Toute l’assemblée a pris une chaise et s’est serrée autour de la table pour écouter ce qu’Alexandre avait à nous dire, mais il s’est braqué :

— Moi ? Mort ?! Mais qu’est-ce que vous avez tous, à la fin ? Je n’ai même pas quitté le pays ! Je vous ai dit que je partais en vacances et vous, pendant ce temps-là, vous creusez ma tombe.

— Alexandre, a chuchoté Sophie, ton téléphone.

— Quoi, mon téléphone ?

— Tu l’as laissé ici ! Tu es parti sans lui. Alors, évidemment, j’ai cru qu’il t’était arrivé quelque chose. Pourquoi est-ce que tu n’es pas revenu le chercher ?

Il s’est tortillé sur sa chaise en gardant le silence.

— Alexandre ? a insisté Gérard. Qu’est-ce qui t’a pris ?

— Vous n’avez pas appelé les parents d’Amber ? Elle est partie avec moi.

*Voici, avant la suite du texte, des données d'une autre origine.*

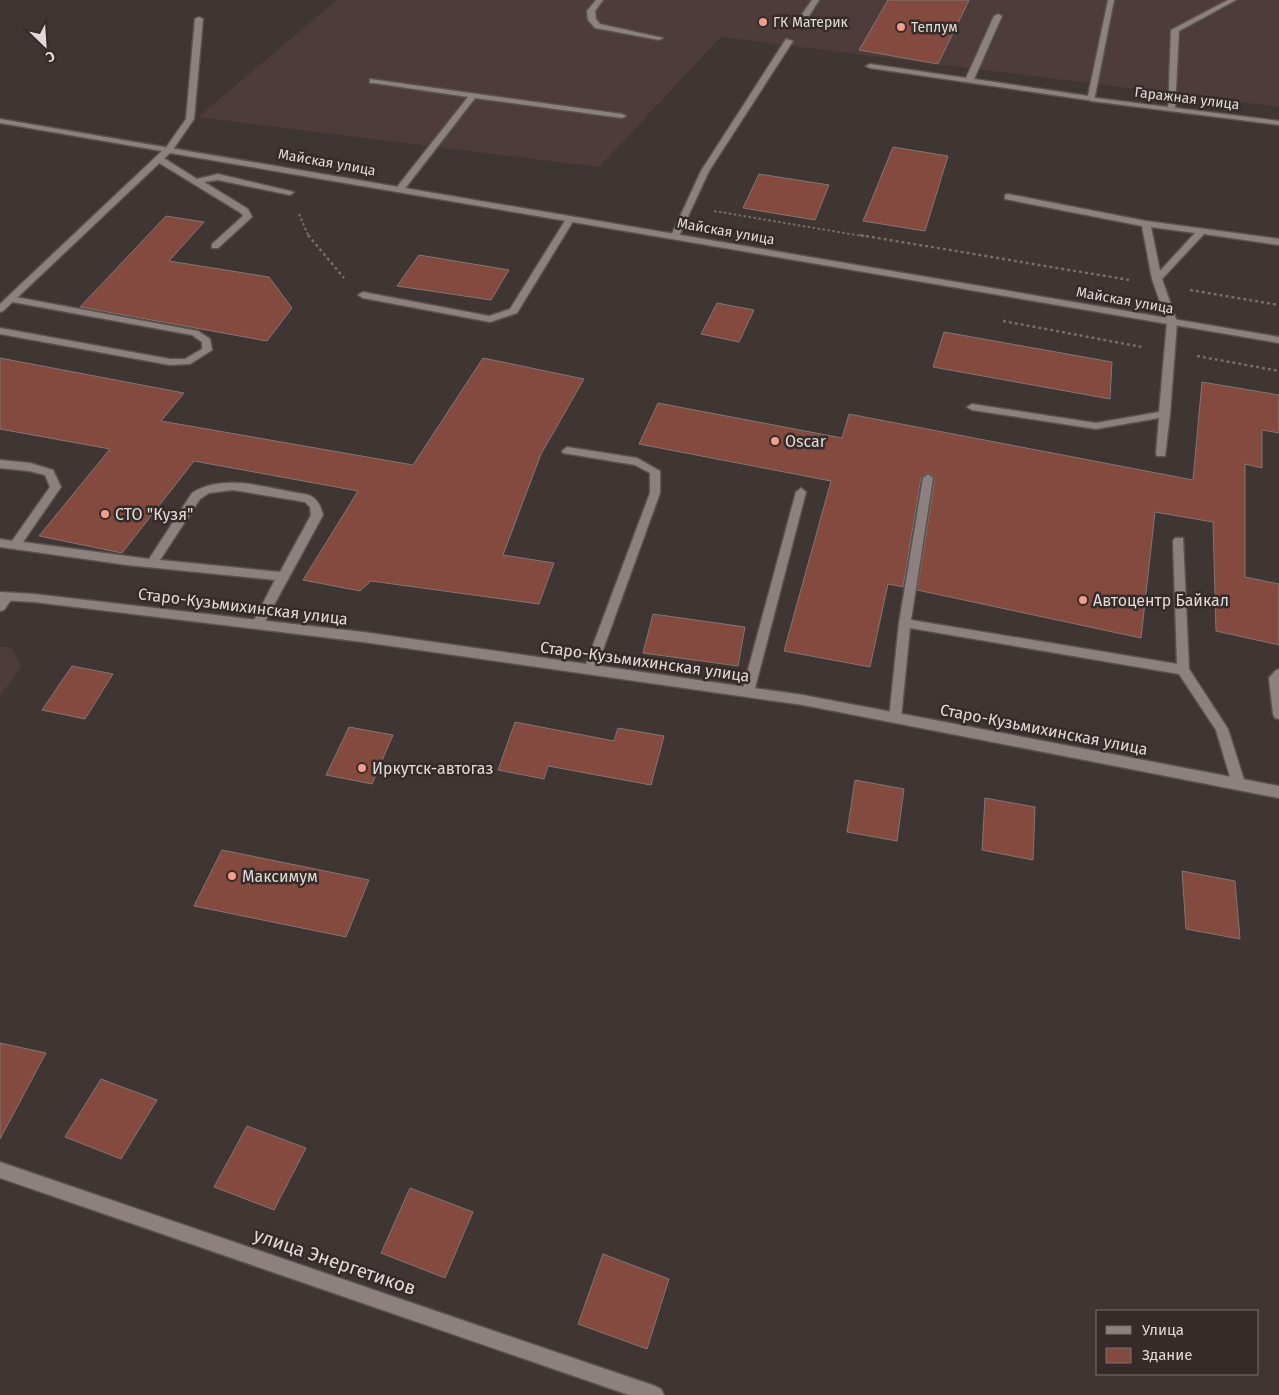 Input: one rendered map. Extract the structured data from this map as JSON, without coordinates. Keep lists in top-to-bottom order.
{
  "streets": {
    "street": [
      "Гаражная улица",
      "Майская улица",
      "Старо-Кузьмихинская улица",
      "улица Энергетиков"
    ]
  },
  "places": [
    "ГК Материк",
    "Теплум",
    "Oscar",
    "СТО \"Кузя\"",
    "Автоцентр Байкал",
    "Иркутск-автогаз",
    "Максимум"
  ],
  "legend": ["Улица", "Здание"],
  "north": "bottom right"
}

— Cette famille est complètement perchée ! a râlé Sophie. Ils nous ont dit que vous étiez en retraite spirituelle. En retraite spirituelle ! Non mais, est-ce qu’elle t’a bien regardé ? Ce n’est pas parce que tu as cédé aux lubies végans de ta copine que tu vas finir avec eux dans une secte, habillé tout en blanc pour faire des réunions avec ton subconscient. Tout le monde sait très bien que tu ne peux pas te passer de ton téléphone.

— Justement…

— Quoi, justement ?

J’ai séché mes larmes et j’ai terminé mon diabolo d’un coup sec. Non. Non, ce n’était pas possible. Je me sentais trahie. Alors comme ça, depuis le début… Non. L’explication de sa disparition ne pouvait pas être aussi simple, ce serait le comble. Et Sophie ne nous l’aurait pas dit plus tôt ? Impossible.

— Je suis vraiment parti en vacances, a-t-il avoué. J’ai fait exprès de ne pas prendre mon téléphone, Amber m’a emmené dans une retraite spirituelle et... Ça ressemblait plutôt à un centre de désintoxication.

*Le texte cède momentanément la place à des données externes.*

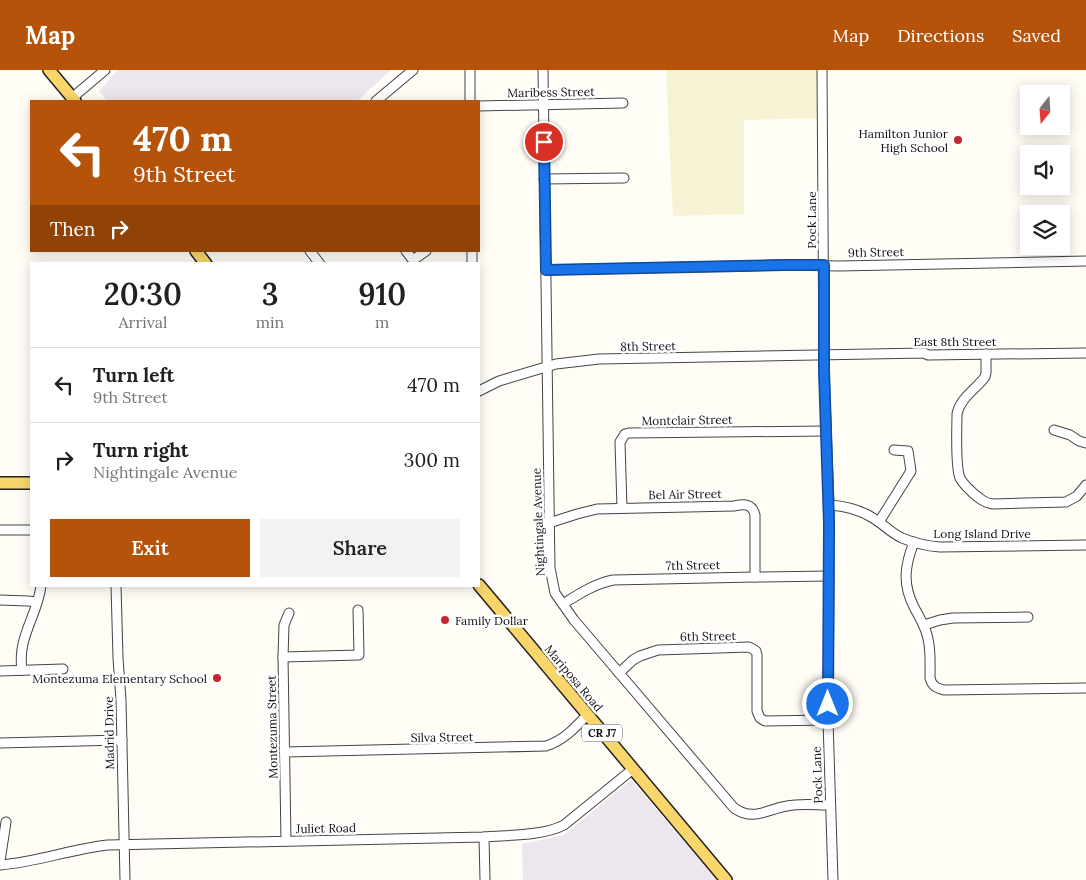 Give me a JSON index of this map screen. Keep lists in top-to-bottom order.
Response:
{
  "streets": {
    "main road": ["Mariposa Road", "CR J7"],
    "street": [
      "Maribess Street",
      "Pock Lane",
      "9th Street",
      "East 8th Street",
      "8th Street",
      "Montclair Street",
      "Bel Air Street",
      "Nightingale Avenue",
      "Long Island Drive",
      "7th Street",
      "6th Street",
      "Montezuma Street",
      "Madrid Drive",
      "Silva Street",
      "Juliet Road"
    ]
  },
  "crossings": [
    ["Maribess Street", "Nightingale Avenue"],
    ["Pock Lane", "9th Street"],
    ["Pock Lane", "East 8th Street"],
    ["Pock Lane", "8th Street"],
    ["Pock Lane", "Montclair Street"],
    ["Pock Lane", "Nightingale Avenue"],
    ["Pock Lane", "Long Island Drive"],
    ["Pock Lane", "7th Street"],
    ["Pock Lane", "6th Street"],
    ["9th Street", "Nightingale Avenue"],
    ["East 8th Street", "8th Street"],
    ["8th Street", "Nightingale Avenue"],
    ["Montclair Street", "Bel Air Street"],
    ["Bel Air Street", "Nightingale Avenue"],
    ["Bel Air Street", "7th Street"],
    ["Nightingale Avenue", "7th Street"],
    ["Nightingale Avenue", "6th Street"],
    ["Mariposa Road", "Silva Street"],
    ["Mariposa Road", "Juliet Road"],
    ["Montezuma Street", "Silva Street"],
    ["Montezuma Street", "Juliet Road"],
    ["Madrid Drive", "Juliet Road"]
  ],
  "places": ["Hamilton Junior High School", "Family Dollar", "Montezuma Elementary School"],
  "north": "bottom",
  "page": {
    "header": "Map",
    "nav": ["Map", "Directions", "Saved"],
    "turn": ["470 m", "9th Street"],
    "then": "Then",
    "eta": [
      "20:30",
      "Arrival",
      "3",
      "min",
      "910",
      "m"
    ],
    "list": [
      {
        "name": "Turn left",
        "note": "9th Street",
        "value": "470 m"
      },
      {
        "name": "Turn right",
        "note": "Nightingale Avenue",
        "value": "300 m"
      }
    ],
    "buttons": ["Exit", "Share"]
  }
}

— Toi ? a ri sa mère. Dans un centre de désintoxication ? Alexandre, arrête de me raconter des conneries et dis-moi la vérité.

— Je vous dis la vérité ! C’est bien pour ça que j’ai gardé ma destination secrète, sinon vous ne m’auriez pas cru et je n’aurais pas pu partir. En voyant mon téléphone, vous auriez dû comprendre que je l’avais laissé ici et que je ne reviendrais pas le chercher. C’était aussi l’occasion pour moi de faire un break. Ça ne vous est pas venu à l’esprit ?

Je l’ai regardé droit dans les yeux et je lui ai rétorqué :

— Bien sûr que non ! Comment voulais-tu qu’on y pense ? Ça ne te ressemble absolument pas. Tu aurais au moins pu nous dire quand est-ce que tu rentrais.

— Je ne savais pas encore si je tiendrais trois semaines sans internet ou…

« Sans cigarettes », ai-je deviné. Papa a posé sa main sur mon épaule pour me demander de me calmer. Je me suis raidie instantanément. Est-ce que la colère et l’envie de pleurer de joie simultanées pouvaient me faire changer de visage ? Alexandre a repris :

— Ok, je l’avoue, je ne suis pas fait pour tous ces trucs et je suis un fidèle accro de Netflix. Je rentre parce que j’ai fini pas péter un câble là-bas et que je me suis fait plaqué par Amber. Elle me trompait avec un gourou. Est-ce que je peux aller ranger mes valises, maintenant ?

— Non ! a grondé sa mère pendant que Gérard la soutenait et que madame Choux prenait la porte sans même nous dire au revoir, manifestement agacée par tout ce remue-ménage (son petit quart d’heure d’émotion s’était vite terminé, dommage). Tu ne vas pas t’en sortir aussi facilement ! Tu aurais pu mourir, tu aurais pu être drogué, séquestré, on aurait pu te faire avaler des plantes toxiques ! Qu’est-ce qui t’a pris d’aller en vacances là-bas ? Les centres de désintoxications sont remplis de personnes louches. Tu aurais pu te faire arnaquer ! Ce foutu gourou aurait pu te tuer en sacrifice ou voler tes organes, il faut être complètement fou pour accepter d’aller là-bas. J’espère que tu es dégouté de ce genre de trucs, parce que je te préviens, je n’ai pas l’intention de te laisser refaire cette erreur. Tu vas brûler tout ce qui ressemble de près ou de loin à une conserve de tofu ou à un livre de développement personnel !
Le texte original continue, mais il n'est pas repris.